##### Data supplied #####
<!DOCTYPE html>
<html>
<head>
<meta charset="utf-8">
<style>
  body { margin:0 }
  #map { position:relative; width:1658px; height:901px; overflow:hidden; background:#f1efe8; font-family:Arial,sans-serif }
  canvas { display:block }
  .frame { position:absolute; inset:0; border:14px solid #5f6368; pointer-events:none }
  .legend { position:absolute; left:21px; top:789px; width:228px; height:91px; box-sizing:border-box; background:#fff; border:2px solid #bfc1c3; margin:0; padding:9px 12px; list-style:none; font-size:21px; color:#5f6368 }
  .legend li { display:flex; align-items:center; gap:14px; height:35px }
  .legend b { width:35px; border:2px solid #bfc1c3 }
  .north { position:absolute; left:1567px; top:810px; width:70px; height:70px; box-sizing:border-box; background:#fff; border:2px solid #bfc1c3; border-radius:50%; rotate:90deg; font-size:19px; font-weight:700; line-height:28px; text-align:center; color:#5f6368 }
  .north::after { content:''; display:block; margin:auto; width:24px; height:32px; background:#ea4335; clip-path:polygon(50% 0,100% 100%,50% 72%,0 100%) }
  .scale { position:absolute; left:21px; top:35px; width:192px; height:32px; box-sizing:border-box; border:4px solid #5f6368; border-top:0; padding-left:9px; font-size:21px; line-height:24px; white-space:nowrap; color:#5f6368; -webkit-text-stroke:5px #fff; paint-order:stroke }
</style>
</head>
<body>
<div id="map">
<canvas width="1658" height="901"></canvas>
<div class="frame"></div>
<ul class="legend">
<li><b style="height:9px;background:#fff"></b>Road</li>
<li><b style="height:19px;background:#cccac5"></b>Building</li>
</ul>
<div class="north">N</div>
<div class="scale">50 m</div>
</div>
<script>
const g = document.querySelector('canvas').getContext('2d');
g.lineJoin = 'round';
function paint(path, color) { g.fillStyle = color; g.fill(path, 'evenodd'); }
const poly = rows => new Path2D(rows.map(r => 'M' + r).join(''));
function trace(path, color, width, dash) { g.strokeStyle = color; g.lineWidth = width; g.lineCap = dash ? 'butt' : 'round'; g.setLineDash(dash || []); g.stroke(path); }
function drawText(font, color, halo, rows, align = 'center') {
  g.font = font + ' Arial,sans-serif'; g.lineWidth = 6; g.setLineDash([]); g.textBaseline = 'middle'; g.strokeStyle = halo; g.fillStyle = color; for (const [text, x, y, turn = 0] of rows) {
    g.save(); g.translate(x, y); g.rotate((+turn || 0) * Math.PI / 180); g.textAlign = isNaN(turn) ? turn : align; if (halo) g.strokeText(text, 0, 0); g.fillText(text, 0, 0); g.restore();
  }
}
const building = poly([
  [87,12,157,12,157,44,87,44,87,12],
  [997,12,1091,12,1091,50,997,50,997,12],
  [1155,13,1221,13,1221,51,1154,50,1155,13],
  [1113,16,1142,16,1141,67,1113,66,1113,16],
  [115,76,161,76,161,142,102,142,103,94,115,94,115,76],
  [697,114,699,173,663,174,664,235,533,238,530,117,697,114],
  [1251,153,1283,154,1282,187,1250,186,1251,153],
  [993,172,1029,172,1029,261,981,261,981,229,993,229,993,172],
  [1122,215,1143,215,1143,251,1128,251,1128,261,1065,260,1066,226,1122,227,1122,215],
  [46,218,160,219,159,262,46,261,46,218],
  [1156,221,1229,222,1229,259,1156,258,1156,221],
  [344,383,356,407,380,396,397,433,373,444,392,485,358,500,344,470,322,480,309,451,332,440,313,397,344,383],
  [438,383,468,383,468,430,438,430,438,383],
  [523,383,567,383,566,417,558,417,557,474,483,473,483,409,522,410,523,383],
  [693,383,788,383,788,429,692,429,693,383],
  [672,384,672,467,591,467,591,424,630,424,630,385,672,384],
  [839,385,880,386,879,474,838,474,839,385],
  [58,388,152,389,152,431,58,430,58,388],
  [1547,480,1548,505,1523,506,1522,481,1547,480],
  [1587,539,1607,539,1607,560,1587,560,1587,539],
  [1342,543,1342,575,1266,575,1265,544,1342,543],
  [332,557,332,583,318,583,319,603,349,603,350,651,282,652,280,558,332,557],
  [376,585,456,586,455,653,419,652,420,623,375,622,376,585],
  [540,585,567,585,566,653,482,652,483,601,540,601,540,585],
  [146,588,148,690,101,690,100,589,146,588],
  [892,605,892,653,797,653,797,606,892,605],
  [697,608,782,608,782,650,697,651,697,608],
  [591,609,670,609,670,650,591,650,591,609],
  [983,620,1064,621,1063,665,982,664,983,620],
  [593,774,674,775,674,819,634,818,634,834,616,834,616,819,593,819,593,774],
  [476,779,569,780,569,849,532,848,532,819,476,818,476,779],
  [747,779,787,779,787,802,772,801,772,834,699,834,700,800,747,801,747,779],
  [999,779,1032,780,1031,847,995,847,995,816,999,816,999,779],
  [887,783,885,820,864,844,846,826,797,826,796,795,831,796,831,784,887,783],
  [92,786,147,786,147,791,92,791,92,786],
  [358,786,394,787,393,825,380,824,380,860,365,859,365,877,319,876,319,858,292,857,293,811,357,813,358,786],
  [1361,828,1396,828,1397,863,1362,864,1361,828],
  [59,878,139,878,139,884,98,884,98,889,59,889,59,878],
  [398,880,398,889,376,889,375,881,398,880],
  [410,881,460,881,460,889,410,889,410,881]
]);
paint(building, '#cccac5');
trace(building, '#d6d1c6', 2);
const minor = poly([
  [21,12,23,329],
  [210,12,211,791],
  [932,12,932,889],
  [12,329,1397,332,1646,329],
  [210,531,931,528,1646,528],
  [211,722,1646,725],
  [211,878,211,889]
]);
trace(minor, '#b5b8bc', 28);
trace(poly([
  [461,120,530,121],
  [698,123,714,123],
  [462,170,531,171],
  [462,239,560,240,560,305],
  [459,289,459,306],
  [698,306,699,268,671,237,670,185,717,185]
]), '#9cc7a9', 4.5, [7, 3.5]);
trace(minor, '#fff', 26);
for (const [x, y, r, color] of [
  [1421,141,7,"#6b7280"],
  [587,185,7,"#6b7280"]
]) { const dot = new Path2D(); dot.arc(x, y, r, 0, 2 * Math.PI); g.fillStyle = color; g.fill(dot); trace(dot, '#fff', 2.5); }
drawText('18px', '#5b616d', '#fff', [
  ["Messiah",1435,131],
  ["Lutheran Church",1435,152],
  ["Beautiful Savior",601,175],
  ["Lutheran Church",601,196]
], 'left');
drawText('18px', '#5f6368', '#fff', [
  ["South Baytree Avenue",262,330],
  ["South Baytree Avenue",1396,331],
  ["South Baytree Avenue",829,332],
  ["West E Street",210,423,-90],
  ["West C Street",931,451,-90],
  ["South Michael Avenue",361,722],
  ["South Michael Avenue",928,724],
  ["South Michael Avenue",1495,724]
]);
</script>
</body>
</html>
#####
##### Data supplied #####
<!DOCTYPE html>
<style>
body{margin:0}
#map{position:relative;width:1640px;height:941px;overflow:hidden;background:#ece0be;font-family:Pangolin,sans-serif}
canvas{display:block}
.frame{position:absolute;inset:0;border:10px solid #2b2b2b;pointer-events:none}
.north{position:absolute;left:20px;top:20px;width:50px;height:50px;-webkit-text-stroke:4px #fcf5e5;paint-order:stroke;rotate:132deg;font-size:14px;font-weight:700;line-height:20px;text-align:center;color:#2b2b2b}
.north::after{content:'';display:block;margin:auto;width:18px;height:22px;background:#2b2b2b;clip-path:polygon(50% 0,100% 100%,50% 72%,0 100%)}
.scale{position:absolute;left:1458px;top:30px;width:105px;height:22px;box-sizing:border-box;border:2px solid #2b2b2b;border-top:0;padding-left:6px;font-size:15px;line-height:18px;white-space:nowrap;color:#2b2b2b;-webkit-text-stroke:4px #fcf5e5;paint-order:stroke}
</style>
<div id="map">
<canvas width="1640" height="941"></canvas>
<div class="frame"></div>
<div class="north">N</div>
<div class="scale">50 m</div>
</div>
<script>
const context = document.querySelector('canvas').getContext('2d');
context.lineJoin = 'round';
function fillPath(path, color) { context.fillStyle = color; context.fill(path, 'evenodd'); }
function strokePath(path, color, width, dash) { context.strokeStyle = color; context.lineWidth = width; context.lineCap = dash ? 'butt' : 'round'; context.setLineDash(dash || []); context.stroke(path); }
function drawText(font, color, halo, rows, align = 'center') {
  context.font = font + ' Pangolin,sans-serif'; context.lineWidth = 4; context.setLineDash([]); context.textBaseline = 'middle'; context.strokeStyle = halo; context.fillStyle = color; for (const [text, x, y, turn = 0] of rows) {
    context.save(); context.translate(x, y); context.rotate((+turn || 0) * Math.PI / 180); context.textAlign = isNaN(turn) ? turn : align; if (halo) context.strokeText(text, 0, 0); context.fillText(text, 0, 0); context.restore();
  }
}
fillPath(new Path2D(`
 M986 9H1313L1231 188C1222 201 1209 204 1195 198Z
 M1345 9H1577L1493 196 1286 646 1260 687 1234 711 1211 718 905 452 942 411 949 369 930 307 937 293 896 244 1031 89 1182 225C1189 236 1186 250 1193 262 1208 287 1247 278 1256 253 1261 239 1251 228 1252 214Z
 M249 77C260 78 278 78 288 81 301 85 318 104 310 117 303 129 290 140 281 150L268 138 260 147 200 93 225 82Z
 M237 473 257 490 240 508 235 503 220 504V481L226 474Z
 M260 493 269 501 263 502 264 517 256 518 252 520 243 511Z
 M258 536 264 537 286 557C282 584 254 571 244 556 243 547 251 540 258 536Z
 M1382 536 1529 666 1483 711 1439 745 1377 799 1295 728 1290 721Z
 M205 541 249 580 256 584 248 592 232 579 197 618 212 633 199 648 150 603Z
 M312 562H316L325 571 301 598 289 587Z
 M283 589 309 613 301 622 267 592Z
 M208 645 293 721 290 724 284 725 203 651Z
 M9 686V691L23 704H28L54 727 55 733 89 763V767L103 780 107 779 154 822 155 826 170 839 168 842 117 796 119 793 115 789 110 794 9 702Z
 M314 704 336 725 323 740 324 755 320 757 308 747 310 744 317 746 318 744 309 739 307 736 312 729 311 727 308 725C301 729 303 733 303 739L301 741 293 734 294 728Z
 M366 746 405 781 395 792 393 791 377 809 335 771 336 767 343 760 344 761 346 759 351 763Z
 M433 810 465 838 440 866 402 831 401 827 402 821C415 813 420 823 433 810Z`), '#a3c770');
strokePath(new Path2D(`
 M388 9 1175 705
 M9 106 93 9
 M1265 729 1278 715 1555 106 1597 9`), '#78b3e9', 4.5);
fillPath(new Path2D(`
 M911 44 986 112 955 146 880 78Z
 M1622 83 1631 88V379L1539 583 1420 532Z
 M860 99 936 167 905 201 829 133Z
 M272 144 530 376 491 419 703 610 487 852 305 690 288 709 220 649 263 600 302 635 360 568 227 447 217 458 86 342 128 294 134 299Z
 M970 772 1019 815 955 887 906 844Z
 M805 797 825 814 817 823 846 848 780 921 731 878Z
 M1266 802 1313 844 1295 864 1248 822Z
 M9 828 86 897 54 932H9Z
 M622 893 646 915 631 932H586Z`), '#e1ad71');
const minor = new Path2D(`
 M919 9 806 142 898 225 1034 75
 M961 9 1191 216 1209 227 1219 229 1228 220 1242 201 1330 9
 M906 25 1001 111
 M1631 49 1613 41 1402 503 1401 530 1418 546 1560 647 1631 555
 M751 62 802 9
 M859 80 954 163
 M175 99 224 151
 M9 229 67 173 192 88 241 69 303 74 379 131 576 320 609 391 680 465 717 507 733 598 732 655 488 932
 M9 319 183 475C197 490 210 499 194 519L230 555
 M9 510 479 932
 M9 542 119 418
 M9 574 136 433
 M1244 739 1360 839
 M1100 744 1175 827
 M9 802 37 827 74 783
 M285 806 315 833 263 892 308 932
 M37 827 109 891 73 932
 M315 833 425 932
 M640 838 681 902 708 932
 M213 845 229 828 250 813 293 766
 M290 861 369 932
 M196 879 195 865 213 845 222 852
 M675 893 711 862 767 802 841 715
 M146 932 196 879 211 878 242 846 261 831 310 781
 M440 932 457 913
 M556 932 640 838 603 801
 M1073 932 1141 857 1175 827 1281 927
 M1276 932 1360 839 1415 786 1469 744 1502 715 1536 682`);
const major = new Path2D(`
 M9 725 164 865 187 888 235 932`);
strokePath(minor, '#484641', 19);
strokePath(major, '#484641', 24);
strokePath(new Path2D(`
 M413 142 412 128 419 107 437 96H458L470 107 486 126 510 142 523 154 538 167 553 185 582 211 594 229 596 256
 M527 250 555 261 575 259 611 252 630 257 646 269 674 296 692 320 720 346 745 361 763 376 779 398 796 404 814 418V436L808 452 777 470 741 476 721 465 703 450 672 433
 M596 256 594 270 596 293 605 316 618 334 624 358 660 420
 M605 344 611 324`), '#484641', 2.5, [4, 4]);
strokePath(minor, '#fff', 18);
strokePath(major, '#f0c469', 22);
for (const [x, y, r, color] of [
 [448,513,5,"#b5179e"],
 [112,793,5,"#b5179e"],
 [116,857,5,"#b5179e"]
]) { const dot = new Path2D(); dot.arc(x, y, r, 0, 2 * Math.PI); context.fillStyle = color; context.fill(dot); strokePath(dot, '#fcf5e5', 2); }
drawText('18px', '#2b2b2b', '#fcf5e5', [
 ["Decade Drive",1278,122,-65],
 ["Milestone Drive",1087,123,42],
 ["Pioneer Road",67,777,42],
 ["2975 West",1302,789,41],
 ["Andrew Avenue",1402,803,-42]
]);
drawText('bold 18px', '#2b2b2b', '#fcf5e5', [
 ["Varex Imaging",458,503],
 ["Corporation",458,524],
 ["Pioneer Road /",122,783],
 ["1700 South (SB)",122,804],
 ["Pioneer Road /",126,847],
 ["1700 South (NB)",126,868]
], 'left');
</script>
#####
__Activity__
Look through the entries above, and wherever a line holds the word "canvas", copy it.

__Solution to the problem__
  canvas { display:block }
<canvas width="1658" height="901"></canvas>
const g = document.querySelector('canvas').getContext('2d');
canvas{display:block}
<canvas width="1640" height="941"></canvas>
const context = document.querySelector('canvas').getContext('2d');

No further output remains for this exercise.